[INSTRUCTIONS FOR THE TASK]: Search the data below, and report every line in which "center" occurs.

[MATERIAL FOR THIS TASK]:
--

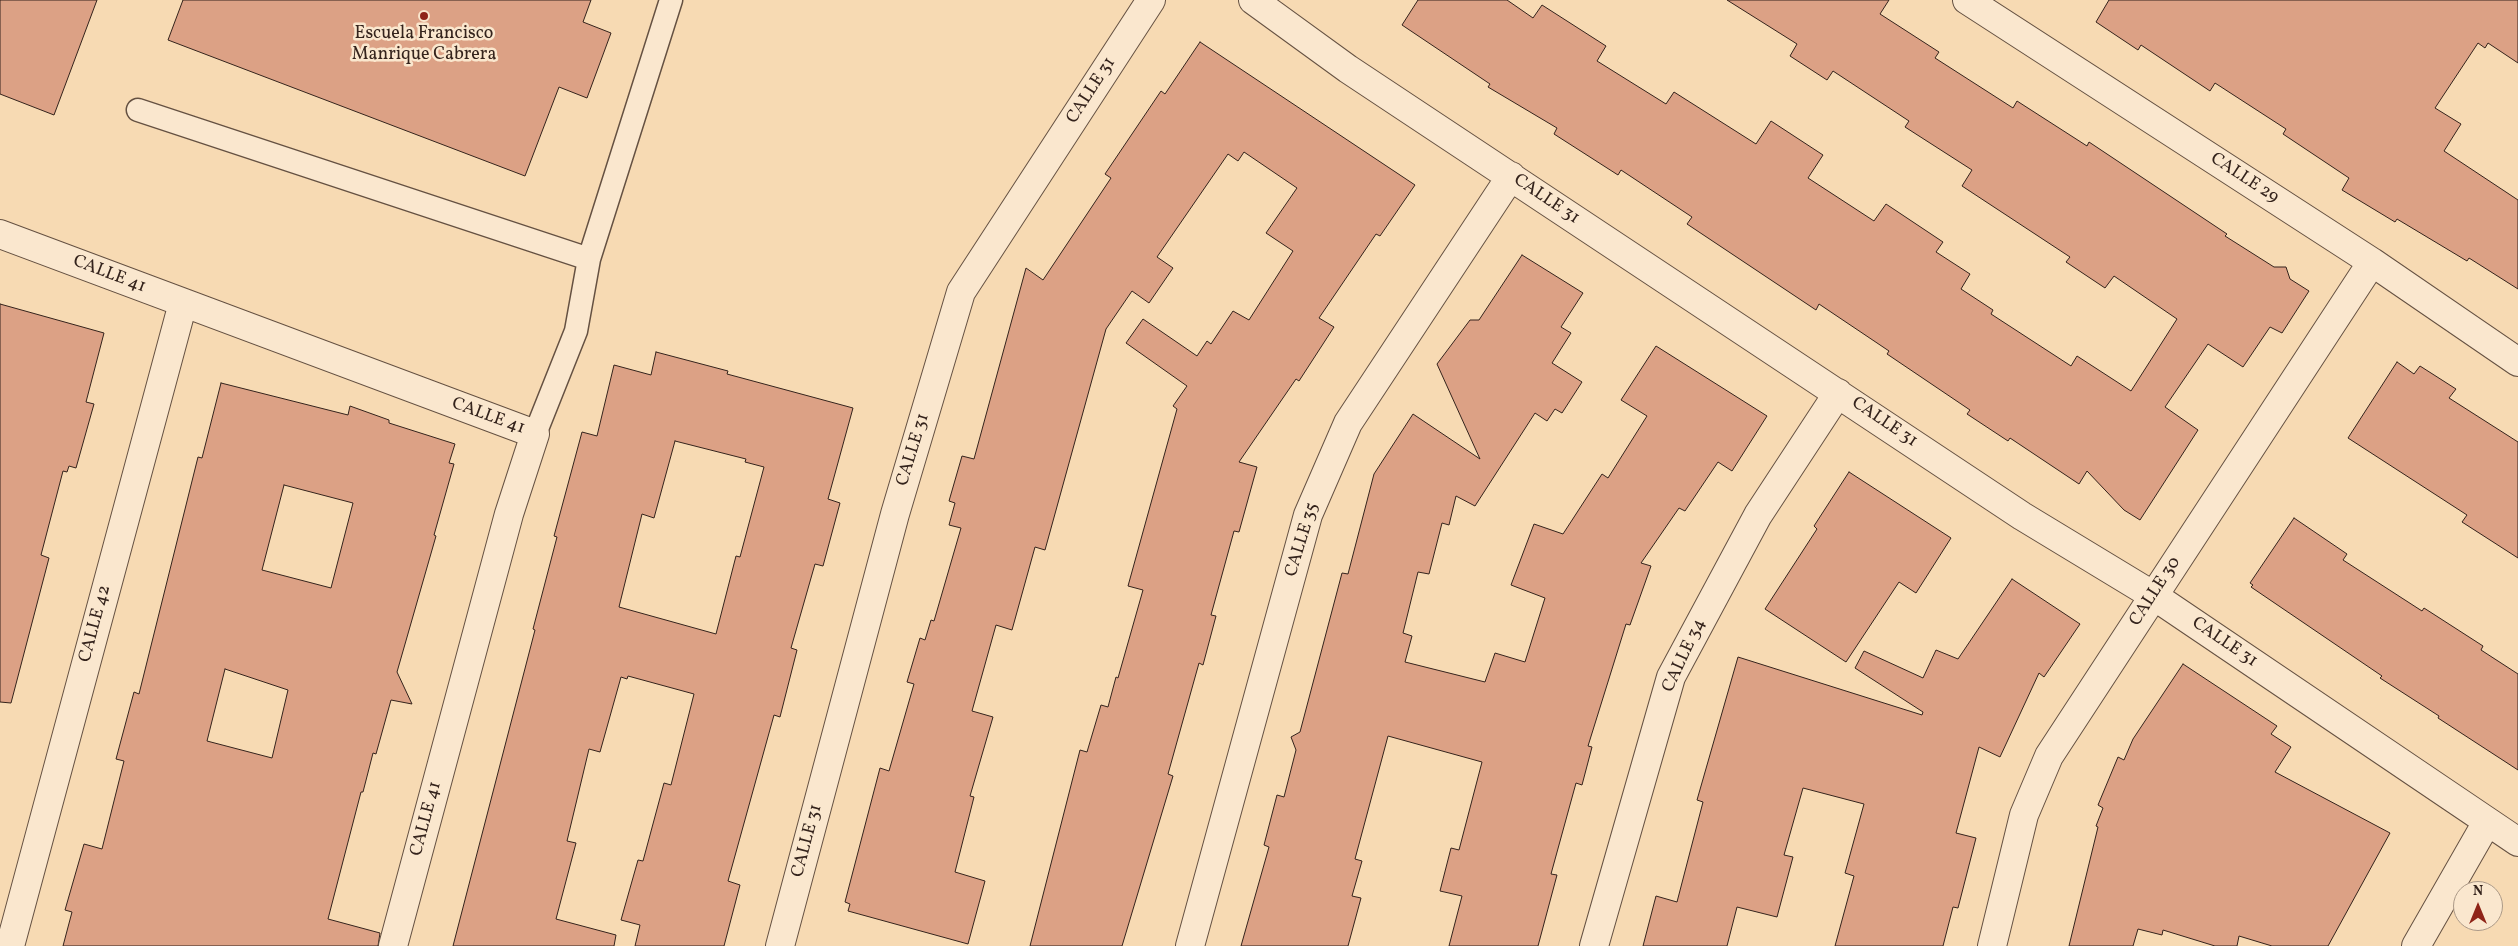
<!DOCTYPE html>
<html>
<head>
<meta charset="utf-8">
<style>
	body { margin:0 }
	#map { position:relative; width:2518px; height:946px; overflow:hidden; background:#f7dab3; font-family:Vollkorn,serif }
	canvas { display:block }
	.north { position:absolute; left:2453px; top:881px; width:50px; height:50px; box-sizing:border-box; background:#fae7ce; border:1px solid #ab9987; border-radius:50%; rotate:0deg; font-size:14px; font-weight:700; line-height:20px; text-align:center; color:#34231c }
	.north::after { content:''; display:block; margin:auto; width:18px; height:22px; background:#8f2418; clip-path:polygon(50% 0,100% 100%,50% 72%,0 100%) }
</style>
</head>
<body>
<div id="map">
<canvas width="2518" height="946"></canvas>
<div class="north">N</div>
</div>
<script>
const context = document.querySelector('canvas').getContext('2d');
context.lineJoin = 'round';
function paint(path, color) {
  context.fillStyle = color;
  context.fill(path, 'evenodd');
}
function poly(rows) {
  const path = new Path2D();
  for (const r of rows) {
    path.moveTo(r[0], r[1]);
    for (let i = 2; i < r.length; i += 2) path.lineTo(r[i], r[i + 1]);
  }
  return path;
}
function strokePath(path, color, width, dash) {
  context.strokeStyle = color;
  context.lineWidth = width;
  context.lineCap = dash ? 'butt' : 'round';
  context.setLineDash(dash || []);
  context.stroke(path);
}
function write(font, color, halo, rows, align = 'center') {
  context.font = font + ' Vollkorn,serif';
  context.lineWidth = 5;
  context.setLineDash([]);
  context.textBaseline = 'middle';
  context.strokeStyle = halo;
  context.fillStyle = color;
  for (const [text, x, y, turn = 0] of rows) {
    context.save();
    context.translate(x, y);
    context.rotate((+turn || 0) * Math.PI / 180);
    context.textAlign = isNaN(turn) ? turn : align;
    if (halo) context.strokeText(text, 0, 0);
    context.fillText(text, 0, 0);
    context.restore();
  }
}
const building = poly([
	[0,0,97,0,54,115,0,94,0,0],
	[183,0,591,0,583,22,611,33,587,98,559,87,525,176,168,40,183,0],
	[1418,0,1507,0,1533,18,1542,5,1606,46,1597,61,1666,104,1674,92,1756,144,1771,121,1823,155,1808,178,1874,221,1886,204,1943,242,1936,252,1970,274,1961,289,1993,310,1991,314,2071,366,2077,356,2131,391,2177,319,2114,276,2105,288,2066,262,2070,257,1962,186,1972,170,1905,127,1909,121,1833,71,1827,80,1790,56,1797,44,1727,0,1889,0,1880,14,1939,52,1935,58,2013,108,2017,101,2087,146,2089,142,2227,234,2225,236,2274,267,2286,267,2290,279,2309,291,2282,333,2270,327,2243,367,2208,344,2165,407,2198,430,2140,520,2124,510,2087,471,2079,484,2010,438,2008,441,1967,414,1970,410,1887,354,1889,351,1819,304,1816,310,1687,224,1692,217,1621,170,1618,175,1554,134,1557,128,1488,87,1490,84,1402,25,1418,0],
	[2109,0,2518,0,2518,63,2488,43,2485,48,2478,43,2435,108,2461,124,2444,151,2518,200,2518,289,2469,258,2467,261,2397,219,2395,222,2342,190,2349,178,2283,134,2286,129,2215,83,2210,91,2141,45,2138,50,2096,22,2109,0],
	[1200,42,1415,185,1380,236,1376,234,1319,318,1334,327,1299,381,1296,379,1239,462,1257,467,1239,532,1234,531,1211,615,1216,616,1203,665,1199,663,1168,774,1173,776,1122,946,1030,946,1080,750,1087,752,1101,705,1108,707,1116,677,1118,678,1143,590,1128,586,1177,409,1173,406,1187,386,1126,343,1143,319,1197,356,1207,341,1211,344,1233,311,1249,320,1293,251,1266,233,1297,188,1244,152,1238,161,1228,154,1157,257,1173,268,1149,303,1132,291,1106,329,1045,550,1035,547,1012,630,996,625,972,711,993,717,970,796,974,797,955,872,985,881,968,944,848,911,850,904,845,902,880,768,889,771,914,684,907,682,920,638,925,640,931,620,934,621,961,528,949,525,955,503,949,501,962,456,974,459,1026,268,1043,280,1111,178,1105,174,1161,91,1165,94,1200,42],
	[1522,255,1583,293,1561,327,1571,333,1552,363,1582,382,1562,413,1555,409,1547,421,1535,413,1475,506,1456,496,1449,525,1442,523,1429,574,1418,572,1403,633,1412,636,1405,662,1485,682,1495,653,1525,662,1545,598,1511,585,1534,524,1563,534,1602,474,1608,478,1647,416,1621,400,1656,346,1767,416,1732,471,1718,462,1685,511,1679,508,1641,563,1651,566,1630,625,1626,624,1588,746,1592,747,1582,785,1576,783,1551,874,1557,875,1538,946,1449,946,1462,896,1440,891,1451,848,1459,850,1482,762,1388,736,1355,859,1362,861,1352,896,1361,898,1348,946,1241,946,1269,847,1264,845,1277,795,1284,797,1296,750,1291,737,1300,732,1342,573,1348,574,1374,474,1413,414,1480,459,1437,364,1470,320,1479,320,1522,255],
	[0,304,104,333,86,402,94,404,76,468,69,466,67,472,63,471,41,555,49,558,11,703,0,702,0,304],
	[656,352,728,371,727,374,853,408,828,499,840,503,823,566,815,564,791,648,797,650,780,717,774,715,728,881,740,885,724,946,635,946,640,925,621,920,638,860,643,861,664,783,671,785,694,694,628,676,627,679,621,677,600,752,589,749,567,841,576,843,556,919,616,935,614,946,453,946,535,630,533,629,557,537,554,536,582,432,597,436,614,365,651,375,656,352],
	[675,441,746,459,745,462,764,467,740,557,736,556,716,634,619,607,642,514,654,518,675,441],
	[2397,362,2414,374,2420,366,2456,389,2449,398,2518,442,2518,558,2462,522,2467,515,2348,438,2397,362],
	[221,383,348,415,350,406,389,420,389,423,455,444,449,463,454,464,434,535,436,536,397,672,412,704,391,700,376,754,373,753,363,792,361,792,328,919,380,933,378,946,63,946,72,912,65,910,84,844,102,849,124,761,116,759,134,692,139,694,198,457,202,458,221,383],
	[284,485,353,503,331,588,262,570,284,485],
	[225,669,288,690,272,758,207,741,225,669],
	[1849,472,1951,538,1916,593,1899,582,1846,662,1765,609,1817,529,1814,526,1849,472],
	[2294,518,2347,554,2343,560,2422,611,2424,608,2483,646,2481,650,2518,674,2518,770,2438,718,2439,716,2380,678,2382,676,2251,587,2253,585,2250,583,2294,518],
	[2012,579,2080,624,2044,677,2039,673,2000,757,1979,747,1956,833,1976,838,1958,908,1953,907,1943,946,1835,946,1854,876,1845,873,1864,804,1803,788,1784,855,1793,857,1777,917,1737,907,1727,946,1643,946,1656,896,1677,902,1703,802,1697,800,1738,657,1922,715,1923,712,1855,668,1864,651,1923,678,1936,650,1958,659,2012,579],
	[2183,664,2277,726,2271,734,2291,747,2275,772,2390,833,2328,946,2272,946,2239,936,2237,946,2215,946,2163,930,2162,935,2138,929,2133,946,2069,946,2098,827,2096,826,2103,808,2098,805,2118,757,2124,760,2133,739,2183,664]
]);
paint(building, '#dca185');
strokePath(building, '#34231c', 1);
const lane = poly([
	[138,110,589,259],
	[535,434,576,331,589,259,671,0]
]);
const street = poly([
	[1253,0,1348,69,2022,516,2154,596,2518,842],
	[1967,0,2372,262,2518,362],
	[0,234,535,434,509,514,393,946],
	[10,946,183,303],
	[780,946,895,514,961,292,1151,0],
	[1190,946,1308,515,1348,423,1511,176],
	[1594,946,1671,677,1758,515,1838,393],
	[1992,946,2024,815,2049,756,2372,262],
	[2416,946,2487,822]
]);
strokePath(lane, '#655142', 25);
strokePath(street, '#655142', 30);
strokePath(lane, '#fae7ce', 22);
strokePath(street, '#fae7ce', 28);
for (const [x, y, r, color] of [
	[424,16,5,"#8f2418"]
]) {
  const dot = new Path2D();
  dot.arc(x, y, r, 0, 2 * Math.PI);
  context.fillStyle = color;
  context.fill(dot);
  strokePath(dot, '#fae7ce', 2);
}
write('18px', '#34231c', '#fae7ce', [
	["Escuela Francisco",424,35],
	["Manrique Cabrera",424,56]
]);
write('18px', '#34231c', '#fae7ce', [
	["CALLE 31",1092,91,-57],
	["CALLE 29",2244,179,33],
	["CALLE 31",1546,200,34],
	["CALLE 41",109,275,21],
	["CALLE 41",488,417,20],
	["CALLE 31",1884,423,34],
	["CALLE 31",914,450,-73],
	["CALLE 35",1303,540,-73],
	["CALLE 30",2156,592,-57],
	["CALLE 42",96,624,-75],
	["CALLE 31",2224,643,34],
	["CALLE 34",1685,656,-65],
	["CALLE 41",427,819,-75],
	["CALLE 31",808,841,-75]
]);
</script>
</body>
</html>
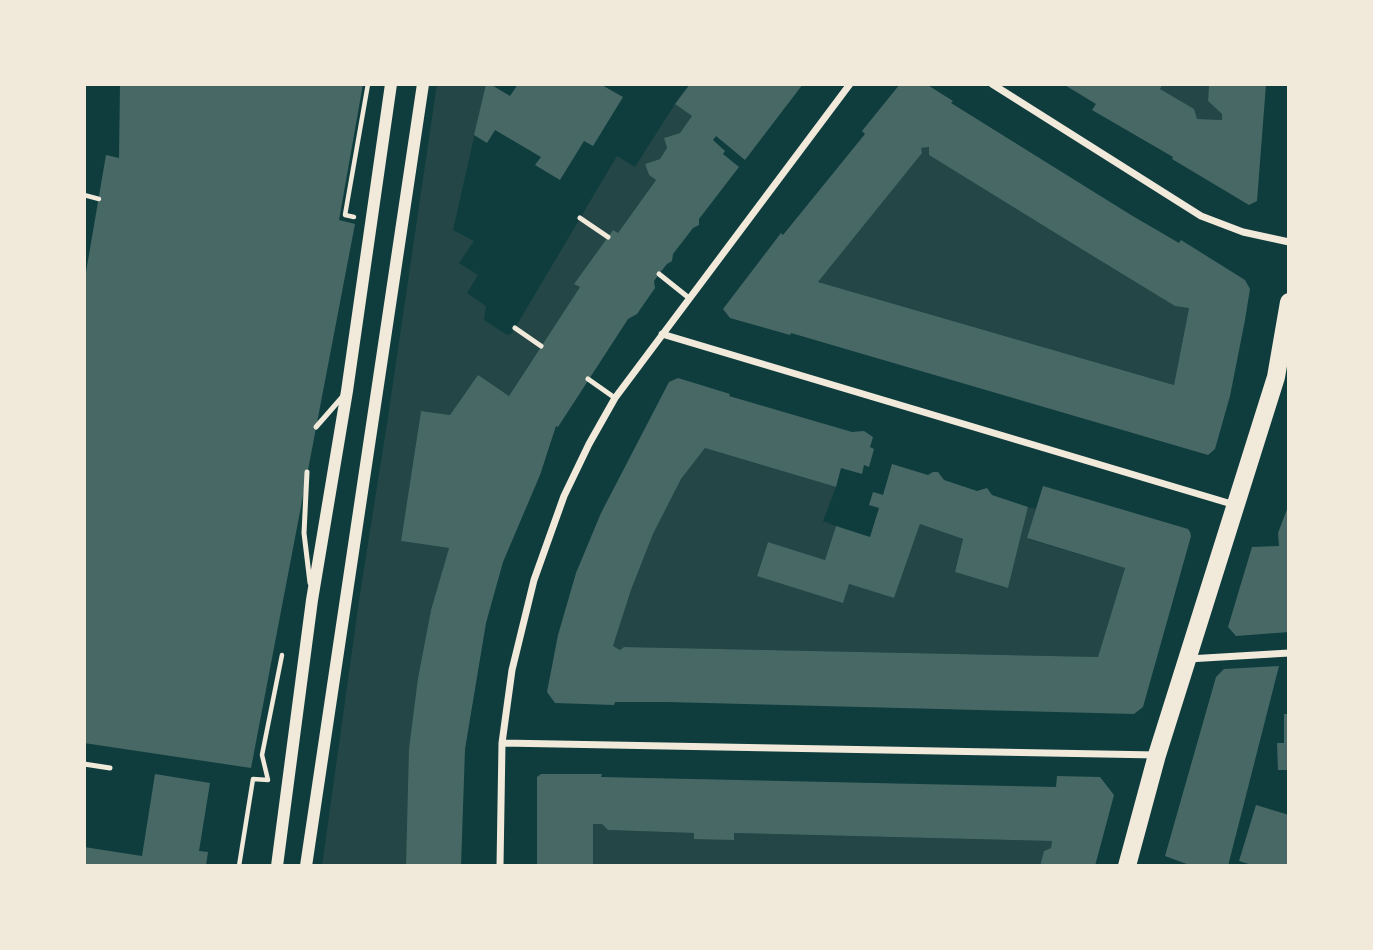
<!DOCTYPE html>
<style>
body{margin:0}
#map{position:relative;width:1373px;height:950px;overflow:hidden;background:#0f3d3e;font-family:"Open Sans",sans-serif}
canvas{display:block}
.frame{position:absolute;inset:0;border:86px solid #f1e9da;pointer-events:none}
</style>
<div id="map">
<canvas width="1373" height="950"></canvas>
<div class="frame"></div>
</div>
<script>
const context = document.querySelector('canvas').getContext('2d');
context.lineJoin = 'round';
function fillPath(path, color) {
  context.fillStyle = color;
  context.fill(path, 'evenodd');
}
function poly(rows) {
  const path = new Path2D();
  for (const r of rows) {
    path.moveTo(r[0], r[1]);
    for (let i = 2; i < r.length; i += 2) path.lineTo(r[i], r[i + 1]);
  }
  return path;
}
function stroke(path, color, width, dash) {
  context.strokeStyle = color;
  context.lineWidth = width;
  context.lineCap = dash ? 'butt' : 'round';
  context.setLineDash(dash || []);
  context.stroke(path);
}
const green = poly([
 [437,84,486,84,453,230,474,241,459,263,478,275,467,293,486,306,484,320,507,335,511,334,515,328,617,156,635,167,675,104,692,116,680,133,664,138,667,148,660,159,645,164,649,175,656,180,618,233,613,230,575,283,580,287,509,396,478,376,450,415,421,411,401,541,449,548,431,610,418,678,406,866,322,866,360,594,387,424],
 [1163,84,1209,84,1208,101,1222,114,1222,120,1197,119,1193,109,1160,90],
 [929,147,929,155,1057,234,1189,308,1174,385,818,282,921,153,921,148],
 [705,448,836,487,823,521,836,526,825,560,768,542,757,575,849,584,894,598,920,524,963,539,955,572,1008,588,1028,507,1036,509,1028,539,1125,568,1098,657,624,647,620,650,613,646,631,590,653,534,681,479],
 [593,824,602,824,608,830,694,833,734,840,734,833,1052,841,1051,848,1044,851,1040,866,593,866]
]);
const building = poly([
 [120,84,363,84,339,220,355,224,251,768,84,743,84,284,106,155,119,158],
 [486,84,490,84,510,96,518,84,600,84,623,97,593,146,584,141,560,180,535,165,541,157,495,130,487,143,474,135],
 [690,84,803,84,745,160,716,136,713,140,725,151,723,154,739,167,699,219,699,225,693,228,673,254,672,261,667,264,659,274,654,281,655,288,637,314,628,319,558,427,556,426,540,475,503,562,486,623,465,749,461,866,406,866,409,749,418,678,431,610,449,548,401,541,421,411,450,415,478,375,509,396,580,287,574,284,613,230,618,233,656,180,649,175,645,164,660,159,667,148,664,138,680,133,692,116,675,104],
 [900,84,926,84,953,101,951,103,1131,215,1179,243,1181,240,1245,280,1250,289,1245,320,1230,396,1215,449,1208,455,791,333,790,335,730,318,723,309,781,233,783,235,865,134,862,131],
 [929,147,929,155,1057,234,1175,306,1189,308,1174,385,818,282,922,153,921,148],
 [1063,84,1163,84,1160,89,1194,109,1197,119,1222,120,1222,114,1208,101,1209,84,1266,84,1257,201,1249,205,1172,159,1173,157,1092,110,1096,104],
 [678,378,730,394,729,396,852,432,864,431,873,437,870,447,874,449,869,467,864,465,862,474,841,468,836,487,705,448,681,479,653,534,631,590,613,646,620,650,624,647,1098,657,1125,568,1027,538,1043,486,1188,529,1190,532,1191,536,1143,707,1134,714,667,702,615,702,614,705,555,703,547,692,558,635,576,573,601,513,669,382],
 [892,464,928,475,933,472,938,472,944,480,977,491,987,488,992,495,1028,507,1008,588,955,572,963,539,920,524,894,598,849,584,843,603,757,576,768,542,825,560,836,526,870,537,879,508,869,505,873,492,883,495],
 [1289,504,1289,632,1236,636,1228,627,1252,547,1279,546,1278,533],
 [1279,666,1228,866,1192,866,1165,856,1216,677,1224,669],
 [1284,714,1289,714,1289,770,1278,770,1277,743,1284,743],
 [155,774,210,783,199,851,208,852,206,866,84,866,84,847,142,856],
 [541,774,602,774,601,777,1056,787,1057,776,1100,777,1114,795,1095,866,1040,866,1044,851,1051,848,1052,841,734,833,734,840,694,839,694,833,608,830,602,824,593,824,593,866,537,866,537,777],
 [1256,805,1289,815,1289,866,1255,866,1239,861]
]);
const path = poly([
 [84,195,99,199],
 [354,217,345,215,368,84],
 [239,866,253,779,268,780,262,755,282,655]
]);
const service = poly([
 [580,218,608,237],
 [659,274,689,298],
 [515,328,541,346],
 [588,379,615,398],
 [316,427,344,395],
 [307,472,304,533,310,583],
 [84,764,110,768]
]);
const minor = poly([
 [992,84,1201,216,1243,232,1289,242],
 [662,334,1235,505],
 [1188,659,1289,653],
 [502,743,1157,755],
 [500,866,502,743,512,670,534,580,564,496,589,444,615,398,850,84]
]);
const tertiary = poly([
 [277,866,312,600,347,391,391,84],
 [306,866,423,84]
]);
const primary = poly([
 [1127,866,1157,755,1276,377,1289,302]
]);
fillPath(green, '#244646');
fillPath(building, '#486865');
stroke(path, '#f1e9da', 4.5);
stroke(service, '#f1e9da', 5);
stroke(minor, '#f1e9da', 7);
stroke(tertiary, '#f1e9da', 12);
stroke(primary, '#f1e9da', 18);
</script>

--

[WORKED SOLUTION]:
	.north { position:absolute; left:2453px; top:881px; width:50px; height:50px; box-sizing:border-box; background:#fae7ce; border:1px solid #ab9987; border-radius:50%; rotate:0deg; font-size:14px; font-weight:700; line-height:20px; text-align:center; color:#34231c }
function write(font, color, halo, rows, align = 'center') {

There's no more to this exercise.